TUBERCULOSIS: South Africa, Aids and TB

SOUTH AFRICA: Mlungisi Dlamini, "We used to have this saying ... 'Any meal might be the last'"JOHANNESBURG, 9 July 2010 (PLUSNEWS) - The future was something Mlungisi Dlamini took for granted; it was not something he planned for until he was diagnosed HIV-positive. He now works with the South African AIDS lobby group, Treatment Action Campaign (TAC), and talked to IRIN/PlusNews about his diagnosis and how it changed his life for the better. "I was diagnosed in 2000 but I usually say I was diagnosed in 2001, because when I was diagnosed in 2000 I didn't receive any counselling.

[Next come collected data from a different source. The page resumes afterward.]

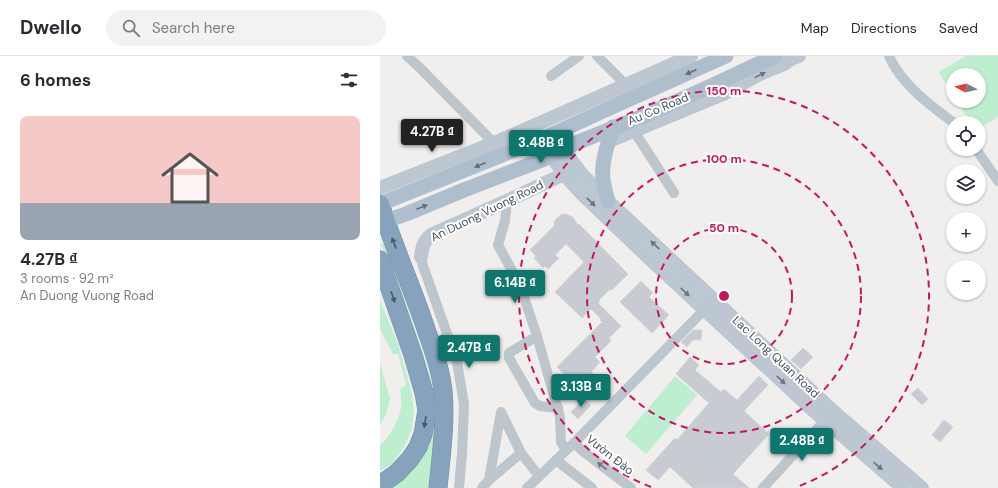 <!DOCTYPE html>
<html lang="en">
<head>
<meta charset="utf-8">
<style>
	:root { --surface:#fff; --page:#f2f2f3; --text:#2b2b33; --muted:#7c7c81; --line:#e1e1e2; --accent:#0f766e }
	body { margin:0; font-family:"DM Sans",sans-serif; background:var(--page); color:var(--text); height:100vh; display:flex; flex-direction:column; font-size:15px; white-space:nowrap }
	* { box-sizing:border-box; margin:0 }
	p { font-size:13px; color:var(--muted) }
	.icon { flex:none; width:22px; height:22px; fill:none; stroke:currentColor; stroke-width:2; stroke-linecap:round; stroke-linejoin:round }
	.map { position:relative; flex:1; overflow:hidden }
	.sheet { display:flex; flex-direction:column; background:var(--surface); width:380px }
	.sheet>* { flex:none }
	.needle { width:26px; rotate:277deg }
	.controls { position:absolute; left:566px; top:12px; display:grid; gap:8px }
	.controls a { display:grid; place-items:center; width:40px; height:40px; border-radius:50%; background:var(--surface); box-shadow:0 1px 3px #0004; font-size:20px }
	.price { position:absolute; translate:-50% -34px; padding:0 9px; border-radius:4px; background:var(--accent); color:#fff; font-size:13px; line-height:26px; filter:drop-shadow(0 1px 2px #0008) }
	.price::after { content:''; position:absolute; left:50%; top:24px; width:12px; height:9px; margin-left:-6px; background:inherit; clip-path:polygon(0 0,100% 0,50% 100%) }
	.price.active { background:#222; color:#fff }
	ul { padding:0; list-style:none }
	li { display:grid; align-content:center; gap:8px; height:212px; padding:0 20px }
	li+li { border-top:1px solid var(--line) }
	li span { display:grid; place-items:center; height:124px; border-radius:8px; color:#555 }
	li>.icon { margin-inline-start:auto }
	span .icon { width:72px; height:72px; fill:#fffc; stroke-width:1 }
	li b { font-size:17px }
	h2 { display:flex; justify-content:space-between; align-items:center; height:48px; padding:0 20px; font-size:17px }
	header { display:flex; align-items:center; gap:24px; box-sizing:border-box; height:56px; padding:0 20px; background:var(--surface); border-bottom:1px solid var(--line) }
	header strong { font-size:19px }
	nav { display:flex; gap:22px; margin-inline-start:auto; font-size:14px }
	.search { width:280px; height:36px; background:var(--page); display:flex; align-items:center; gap:10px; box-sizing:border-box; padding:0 14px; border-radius:22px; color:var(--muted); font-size:15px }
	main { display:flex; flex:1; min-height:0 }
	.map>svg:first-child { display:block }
</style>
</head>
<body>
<header>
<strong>Dwello</strong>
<div class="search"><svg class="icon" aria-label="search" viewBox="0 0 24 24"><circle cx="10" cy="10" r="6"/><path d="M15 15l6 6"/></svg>Search here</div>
<nav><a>Map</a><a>Directions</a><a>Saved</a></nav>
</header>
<main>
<section class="sheet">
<h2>6 homes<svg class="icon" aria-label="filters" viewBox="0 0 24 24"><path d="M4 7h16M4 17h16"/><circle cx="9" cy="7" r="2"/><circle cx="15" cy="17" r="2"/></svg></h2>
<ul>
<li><span style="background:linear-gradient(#f6c9c9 70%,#9aa5b1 0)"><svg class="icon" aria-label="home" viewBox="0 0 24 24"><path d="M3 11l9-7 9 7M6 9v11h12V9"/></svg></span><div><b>4.27B ₫</b><p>3 rooms · 92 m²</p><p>An Duong Vuong Road</p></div></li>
</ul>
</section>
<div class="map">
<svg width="618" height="432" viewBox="0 0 618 432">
	<rect width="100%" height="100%" fill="#f1eeee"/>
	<g fill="#bdeecf">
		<polygon points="586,0 618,0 618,61 599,73 599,67 590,67 577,45 599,45 599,19 573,19 573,39 559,16"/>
		<polygon points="5,186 46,306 53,330 56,351 56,373 50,432 8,432 37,406 40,298 1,188"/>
		<path d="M0,245L18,288L31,334L34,353L32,373L24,391L12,408L0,415V389C9,384 20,361 21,351C22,345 21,338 20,332L26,329L18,298H13L0,273Z"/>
		<polygon points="0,307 10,343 6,358 0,370"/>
		<polygon points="295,320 317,339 266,398 245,380"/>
	</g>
	<g fill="#c8cbd1" stroke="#d2d5da">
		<polygon points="182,158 186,158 193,161 198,169 199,168 248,218 232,234 230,233 219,244 220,245 218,247 241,270 229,282 231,285 215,301 220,306 211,316 218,323 204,338 177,311 222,266 220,264 221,263 211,253 202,262 175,236 204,206 186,188 175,199 179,202 168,213 165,210 163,212 154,202 156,200 150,194 174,170 174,166 176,163"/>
		<polygon points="261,225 273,237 269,241 289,259 272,277 240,246"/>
		<polygon points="313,274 322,274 321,284 313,284 307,291 301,286"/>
		<polygon points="423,292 433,301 421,313 411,304"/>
		<polygon points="310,301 319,309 315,314 341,336 344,333 357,344 379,320 388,329 364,355 389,378 353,418 369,432 313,432 290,411 278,424 266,414 295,382 297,384 329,347 296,318"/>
		<polygon points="538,332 548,343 542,349 531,338"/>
		<polygon points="204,342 211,349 198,363 191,356"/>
		<polygon points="564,364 573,371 560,386 552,379"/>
	</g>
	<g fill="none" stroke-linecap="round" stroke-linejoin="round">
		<defs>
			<g id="highway">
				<path d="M0,148C14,192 33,233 47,276C54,296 61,315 63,335C66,367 61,400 58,432"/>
				<polyline points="0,204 33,299 44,337 47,354 43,378 38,391 30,403 17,417 0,429"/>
			</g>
		</defs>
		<use href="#highway" stroke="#728da8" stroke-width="19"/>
		<g stroke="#bdc6cd" stroke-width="10">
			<polyline points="27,0 39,11 114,87"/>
			<polyline points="217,0 246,29 248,34"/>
			<path d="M509,0C521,28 550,49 574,67"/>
			<polyline points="171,20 199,0"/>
			<polyline points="254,75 294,137"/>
			<polyline points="596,93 618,125"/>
			<polyline points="127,145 125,165 118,189 135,220 144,241 157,280 180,361 181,386 186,394"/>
			<polyline points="41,201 43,210 77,306 84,348 82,398 79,432"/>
			<polyline points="157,280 129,297 129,302 155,347 160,350 178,352"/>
			<polyline points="194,387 204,396 251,432"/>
			<polyline points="176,404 212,432"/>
			<polyline points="109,424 121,356 141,397"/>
			<polyline points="102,432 109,424 141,397 159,420"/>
			<polyline points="147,432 194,387 324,254"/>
			<polyline points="383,432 449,360"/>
		</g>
		<g stroke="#bcc7d2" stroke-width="14">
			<polyline points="172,78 200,116 228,145 453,355 542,432"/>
			<polyline points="162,83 171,100 190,125 202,138 270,203 434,355 523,432"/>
			<polyline points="229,85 343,38 382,17 404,8 411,3 419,0"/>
			<polyline points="0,132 119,85 246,29 311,0"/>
			<path d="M41,201C42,191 43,186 51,179L127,145L184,118"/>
		</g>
		<g stroke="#aebecd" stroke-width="15">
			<path d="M228,145C226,138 224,130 223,123C221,106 228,87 233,71"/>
			<polyline points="0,148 122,99 155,85 162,83 232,51 346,0"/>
			<polyline points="0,167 26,158 84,134 162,104 196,87 266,59 331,30 395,0"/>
		</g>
		<use href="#highway" stroke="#86a2bd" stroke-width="18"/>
	</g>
	<defs><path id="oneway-solid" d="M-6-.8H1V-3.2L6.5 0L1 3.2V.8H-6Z"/></defs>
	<g fill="#616d78">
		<use href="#oneway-solid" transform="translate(311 16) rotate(156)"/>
		<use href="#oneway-solid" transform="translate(100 109) rotate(158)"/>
		<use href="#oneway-solid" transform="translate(42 151) rotate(-22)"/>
	</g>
	<g fill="#6a757f">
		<use href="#oneway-solid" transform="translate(380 19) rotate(-26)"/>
		<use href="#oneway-solid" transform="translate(211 146) rotate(44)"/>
		<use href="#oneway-solid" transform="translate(275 189) rotate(-137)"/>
		<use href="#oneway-solid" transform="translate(305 236) rotate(43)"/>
		<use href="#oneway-solid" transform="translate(401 324) rotate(43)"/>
		<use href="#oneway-solid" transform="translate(498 410) rotate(41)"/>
	</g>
	<g fill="#4d5a65">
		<use href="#oneway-solid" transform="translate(14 187) rotate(-111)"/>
		<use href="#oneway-solid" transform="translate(13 241) rotate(71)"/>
		<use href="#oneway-solid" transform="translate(45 366) rotate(99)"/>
	</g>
	<use fill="#6a757d" href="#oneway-solid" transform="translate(222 410) rotate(-142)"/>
	<g fill="none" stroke="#c2185b" stroke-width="2" stroke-dasharray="7 5">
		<circle cx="344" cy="240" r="68"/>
		<circle cx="344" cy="240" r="137"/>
		<path d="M271 431A205 205 0 1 1 417 431"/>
	</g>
	<g text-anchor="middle" stroke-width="4" stroke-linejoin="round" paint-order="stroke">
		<g font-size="12" fill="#47525b" stroke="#fff">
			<text transform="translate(278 53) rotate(-23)" y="4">Au Co Road</text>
			<text transform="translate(107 155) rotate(-26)" y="4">An Duong Vuong Road</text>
			<text transform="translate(396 301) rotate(43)" y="4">Lac Long Quan Road</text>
			<text transform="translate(230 399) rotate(38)" y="4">Vườn Đào</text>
		</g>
	</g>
	<circle cx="344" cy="240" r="6" fill="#c2185b" stroke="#fff" stroke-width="2"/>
	<g font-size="12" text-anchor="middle" font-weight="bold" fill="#c2185b" stroke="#fff" stroke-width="4" stroke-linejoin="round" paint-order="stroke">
		<text x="344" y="39">150 m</text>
		<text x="344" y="107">100 m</text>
		<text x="344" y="176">50 m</text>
	</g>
</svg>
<div class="controls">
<a><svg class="needle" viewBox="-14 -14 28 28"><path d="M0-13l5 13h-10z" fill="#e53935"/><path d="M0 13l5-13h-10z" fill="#7c7c81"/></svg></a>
<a><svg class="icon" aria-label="locate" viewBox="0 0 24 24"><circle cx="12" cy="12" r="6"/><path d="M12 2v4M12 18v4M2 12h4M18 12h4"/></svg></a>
<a><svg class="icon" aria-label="layers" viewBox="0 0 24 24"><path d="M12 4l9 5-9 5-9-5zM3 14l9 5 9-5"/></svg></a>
<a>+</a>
<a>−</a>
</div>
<b class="price active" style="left:52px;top:97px">4.27B ₫</b>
<b class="price" style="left:161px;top:108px">3.48B ₫</b>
<b class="price" style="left:135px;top:248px">6.14B ₫</b>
<b class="price" style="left:89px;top:313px">2.47B ₫</b>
<b class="price" style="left:201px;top:352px">3.13B ₫</b>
<b class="price" style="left:422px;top:406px">2.48B ₫</b>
</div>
</main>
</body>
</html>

I was just tested because the doctor suspected something and I agreed. "When he delivered the results he just came and said, 'Okay, you are HIV-positive and you don't have to go around just killing other people.' "In 2001 there was a roll-out of voluntary counselling and testing ... that's when I went [for testing] again and received proper counselling. Being diagnosed with HIV - I didn't have a problem with that because I just wanted to know, believe you me, I disclosed the very first day to my family and to my friends. "I started getting sick in 2003-04, when the government started rolling out ARVs. I had pneumonia and I treated that, but it happened I had tuberculosis (TB) but the doctors [at the public clinics] couldn't find it for about five months. "Finally, my former district coordinator at TAC sent me to a private clinic in Soweto, called Lesedi, [where doctors diagnosed my TB] and then I started TB treatment. I told the doctors to wait until I had stopped my TB treatment to start me on ARVs [antiretrovirals]. "ARVs changed my life a lot. I got exposed to the TAC, treatment literacy and virology, and that changed a lot in my mind, it gave me a will to love to help people to understand the virus. "One of the things about growing up in the townships is that I always had bad company ... We didn't care about the future. We used to have this saying - it was from [a movie about the American mafia,] the Gambino family - 'Any meal might be the last'. We used to live by that. We drank, we partied, we drove cars, had women - that was part of life in the township."